Desde o início deste ano, a evolução tecnológica tem sido muito rápida e variada. Desde janeiro até esta data, já assistimos à apresentação (pela China) do motor a gasóleo com o maior rendimento de sempre, à evolução de motores a hidrogénio (Japão – Yamaha, apenas com vapor de água como emissões, divulgação de motores de levitação magnética (Japão), ao desinteresse de marcas de prestígio pela mobilidade elétrica, ao interesse das marcas generalistas mas para híbridos, à hipótese de recurso aos combustíveis sintéticos e à utilização de combustíveis não fósseis na aviação (neste caso o problema do combustível, é um problema de escala) e assistimos também ao anúncio de novas baterias que permitem mais autonomia (em que climas, que extensões – quantas recargas supondo que existem posto de recarga – e que condições de operação?) e mais ciclos de recarga (embora, como se sabe, a frequência dos ciclos de recarga diminui sempre a vida útil da bateria). Recentemente até já foi anunciada uma tecnologia baseada em nitrogénio (azoto) que anuncia o fim da mobilidade elétrica, a substituição do hidrogénio e o abandono da solução dos combustíveis sintéticos, e finalmente em 3 de setembro a Astron Aerospace, anuncia o motor H2 Starfire com zero emissões. Mais tempo demorasse a escrever este artigo e mais escreveria sobre as novidades tecnológicas.
Portanto, este confronto económico-financeiro tem proporcionado uma produção vertiginosa de soluções tecnológicas, esperemos que a favor do consumidor, que não podem ser ignoradas para dar primazia exclusiva à mobilidade elétrica.
As soluções tecnológicas que nos têm sido anunciadas abrangem as baterias próprias para mobilidade elétrica. De grandes e pesadas, instáveis e propícias a incêndios espontâneos (risco que abrange telemóveis e computadores portáteis e por isso as tripulações de cabine das companhias de aviação já têm formação para lidar com um hipotético incêndio) estão a tornar-se cada vez mais leves e pequenas e proporcionam mais autonomia. Será possível ir de Lisboa a Oslo de carro elétrico (a que velocidade e com que clima? Com ou sem ar condicionado? Com quantas recargas?). Também será possível ir de Oslo a Ancara de carro elétrico? E quando?

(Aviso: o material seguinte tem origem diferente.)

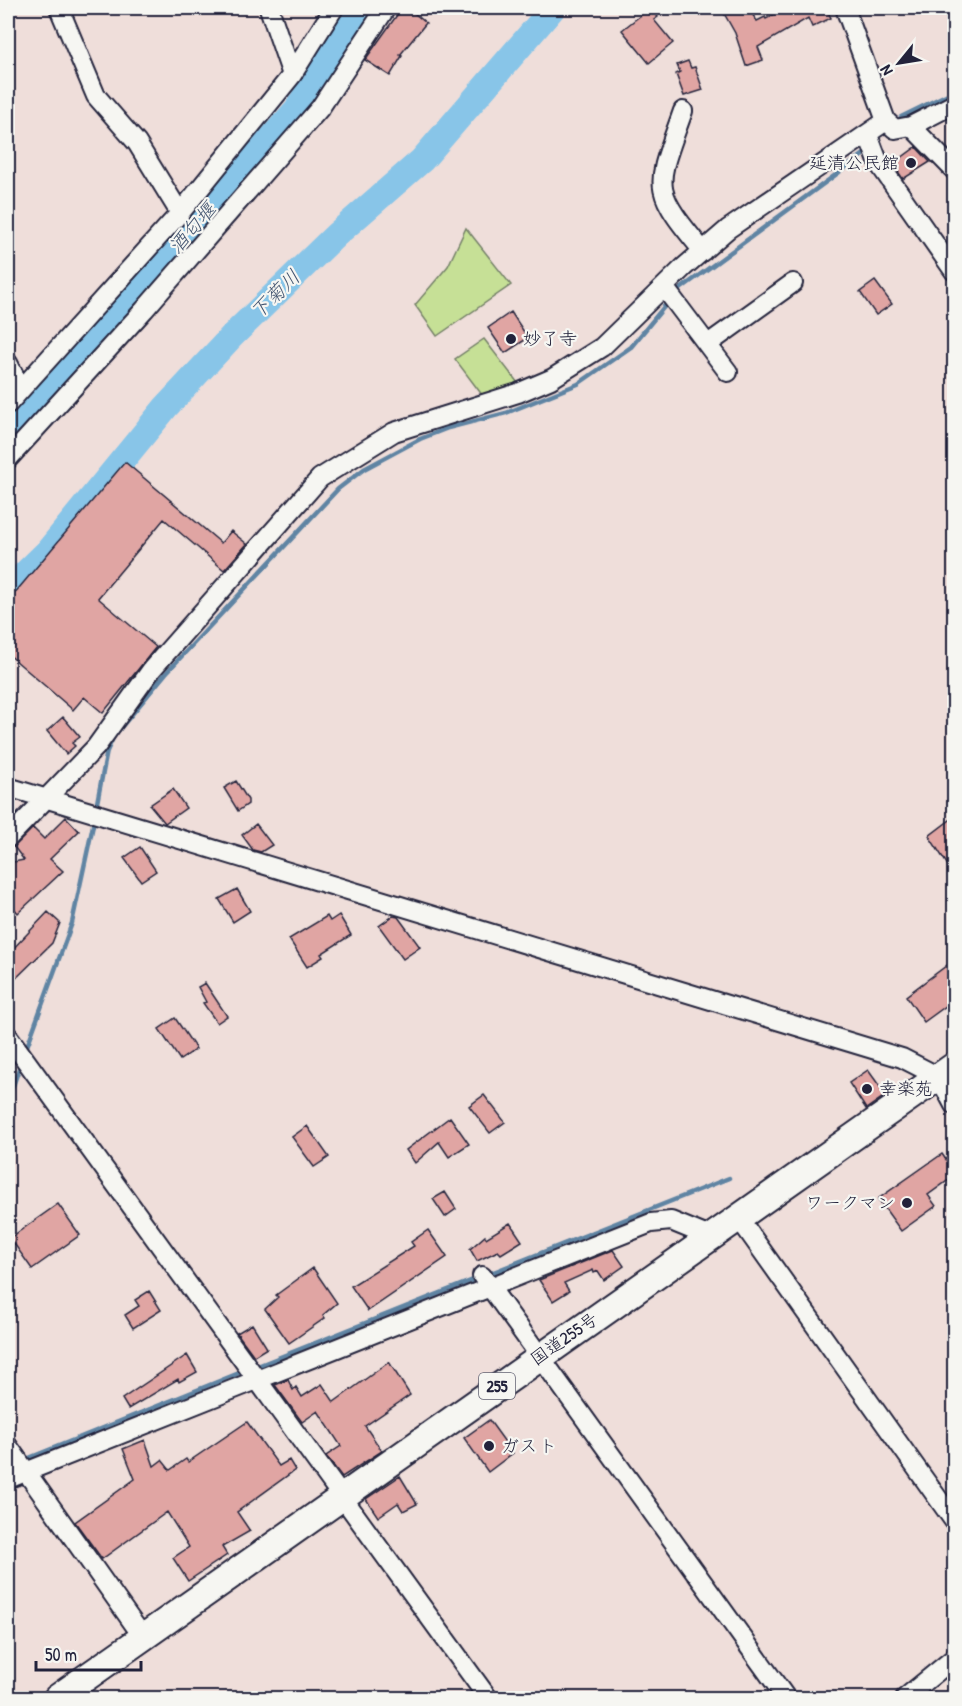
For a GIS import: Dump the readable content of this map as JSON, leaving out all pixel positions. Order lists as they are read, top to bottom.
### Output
{
  "streets": {
    "highway": ["国道255号", "255"]
  },
  "water": ["酒匂堰", "下菊川"],
  "places": [
    "延清公民館",
    "妙了寺",
    "幸楽苑",
    "ワークマン",
    "ガスト"
  ],
  "scale_bar": "50 m",
  "north": "bottom left"
}
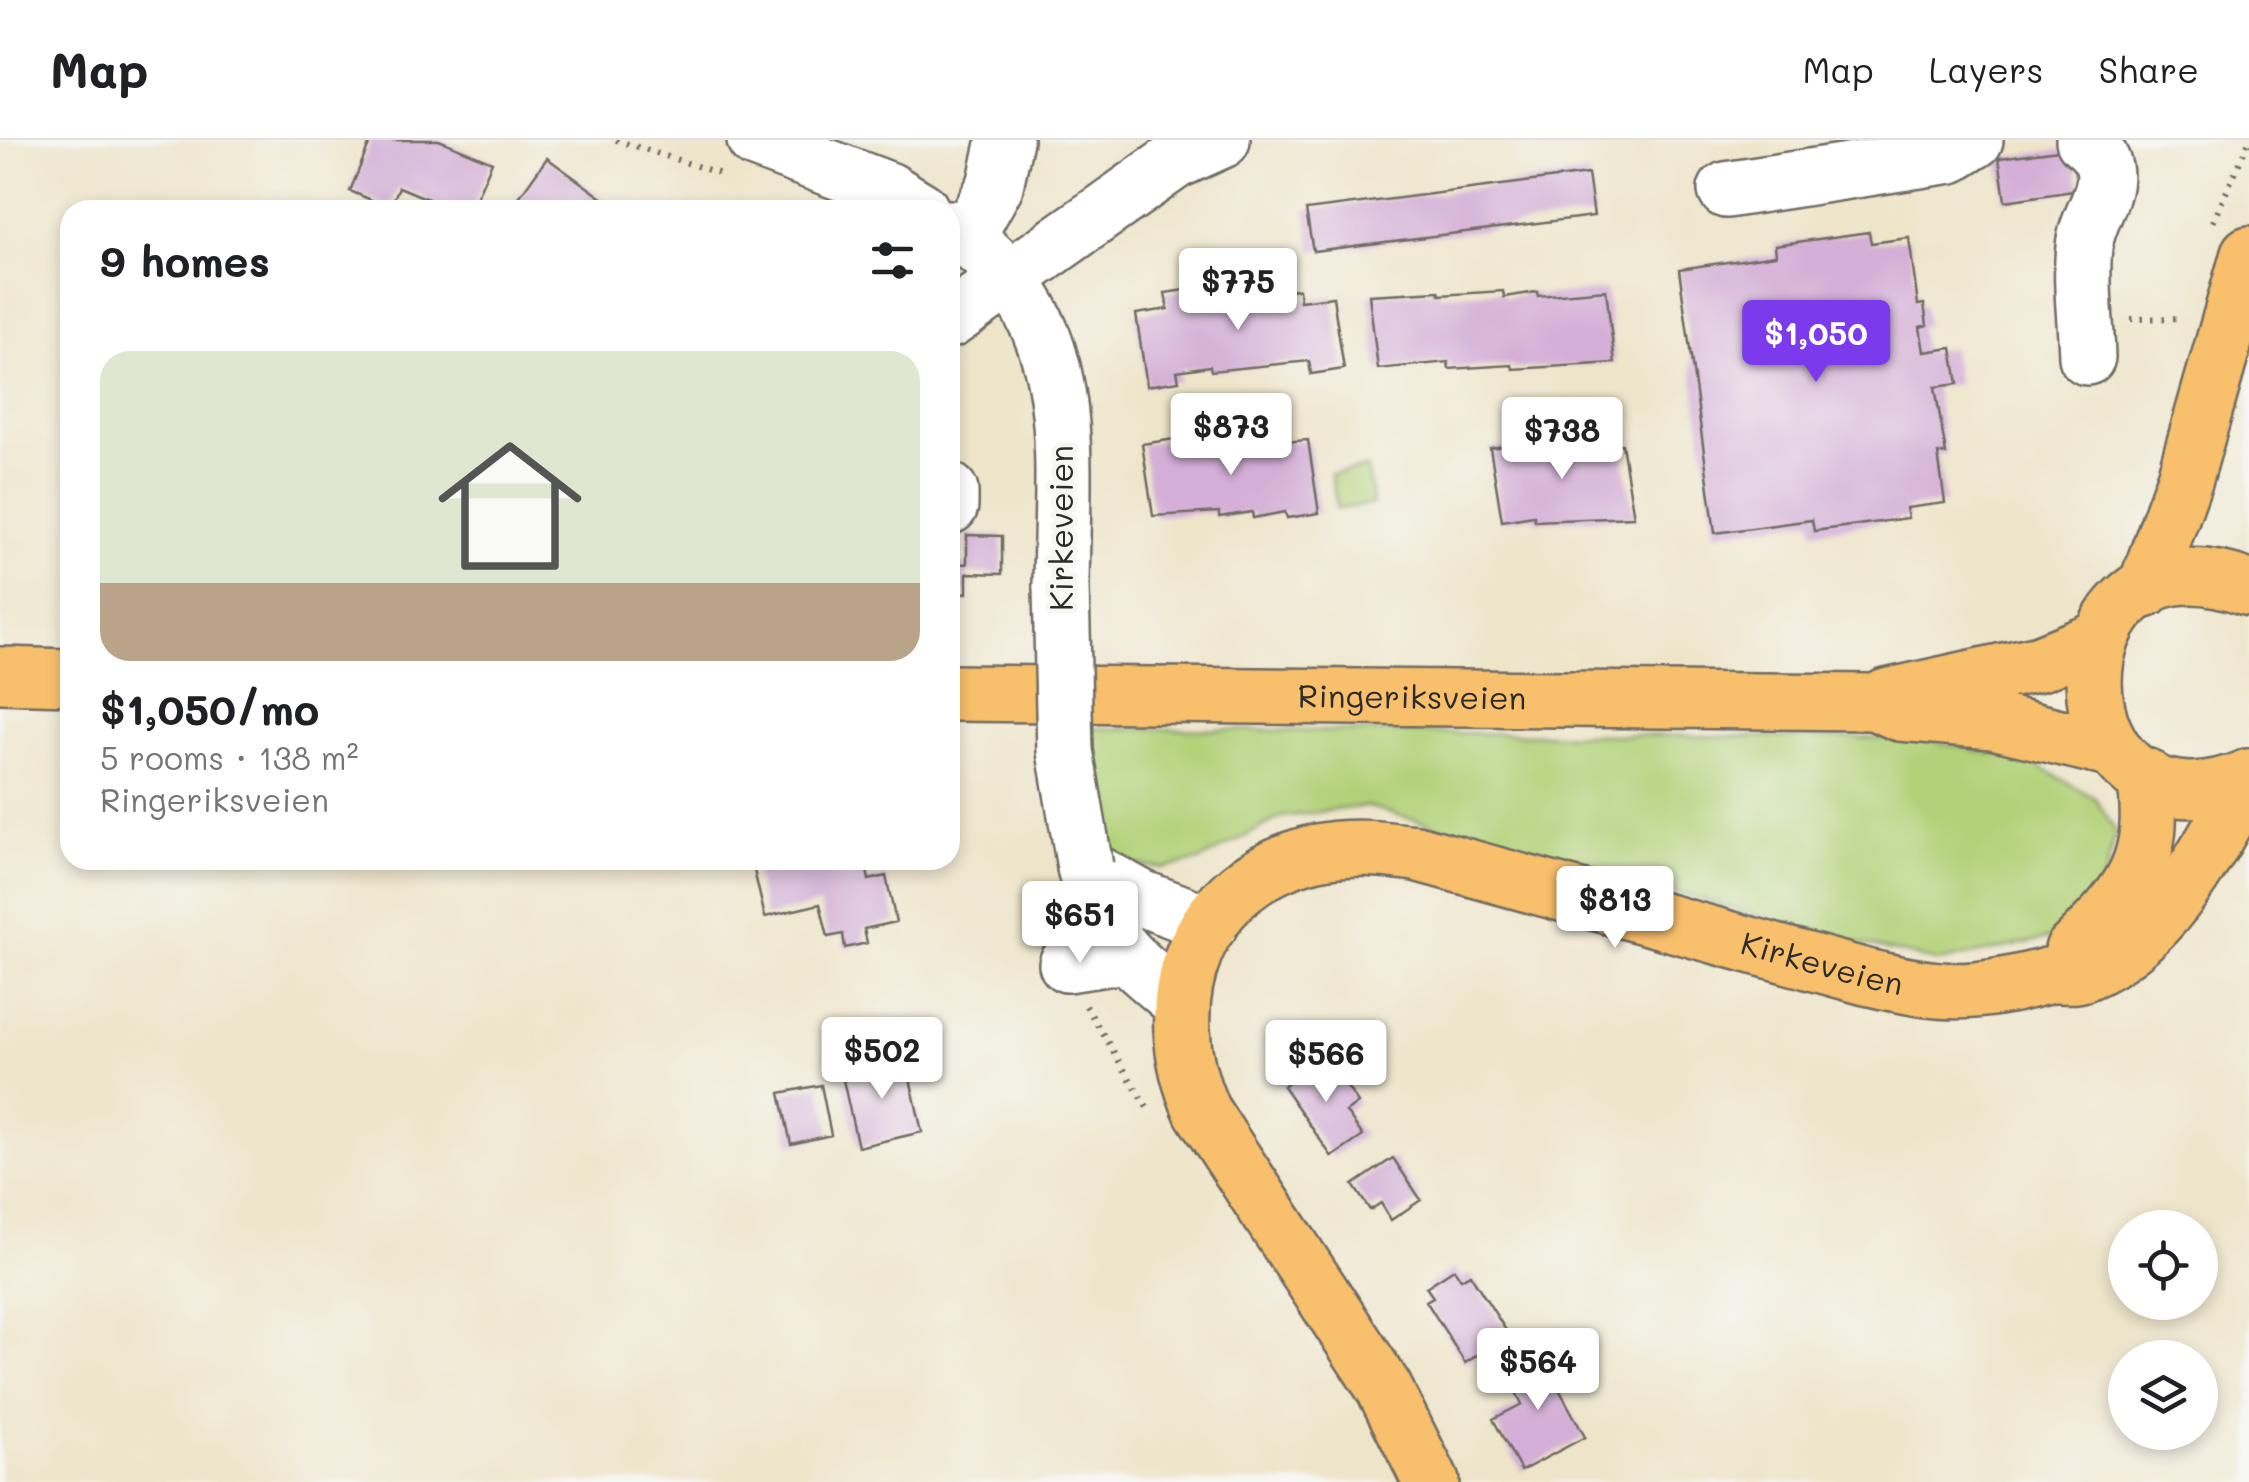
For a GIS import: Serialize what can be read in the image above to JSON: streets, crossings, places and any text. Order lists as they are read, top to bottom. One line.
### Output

Os processos industriais de reciclagem de baterias já têm várias empresas especializadas e vários processos de recuperação que têm de ser adaptados conforme a evolução das baterias, o seu tipo e a respetiva natureza. Por ora, existem três tipos de baterias: baterias de lítio-níquel-manganês-cobalto (NMC), lítio-níquel-cobalto-alumínio (NCA) e baterias de lítio-ferro fosfato (LFP). Os dois primeiros tipos são mais propícios para veículos de passageiros e comerciais e mais propícias a reciclagem por serem submetidas a processos mais baratos. A etapa mais cara e trabalhosa na reciclagem de baterias é a extração de materiais valiosos como lítio, cobalto, níquel e manganês. Desde logo, é preciso dar formação e qualificação às pessoas que operam nesta atividade específica. Entre outros procedimentos, têm que usar roupas de proteção devido ao perigo de ignição e explosão. Normalmente existem três processos de reciclagem de baterias: piro metalúrgica, hidro metalurgia e parcial. No primeiro caso, os metais valiosos são recuperados por tratamento térmico, no segundo por reações químicas, enquanto o terceiro envolve a recuperação parcial dos materiais e a regeneração do resto do cátodo. A reciclagem de baterias na Europa é realizada em pequena escala por fábricas de reciclagem piloto e especializadas. Por enquanto, sua capacidade é suficiente em relação às necessidades, mas o sistema poderá ter que ser ampliado. O Greenpeace prevê (prognósticos antes do jogo …) que serão retiradas de circulação 12,85 milhões de toneladas de baterias de carros elétricos até 2030. Portanto, em cinco anos, é necessário criar uma forte rede de reciclagem/valorização das baterias provenientes da mobilidade elétrica.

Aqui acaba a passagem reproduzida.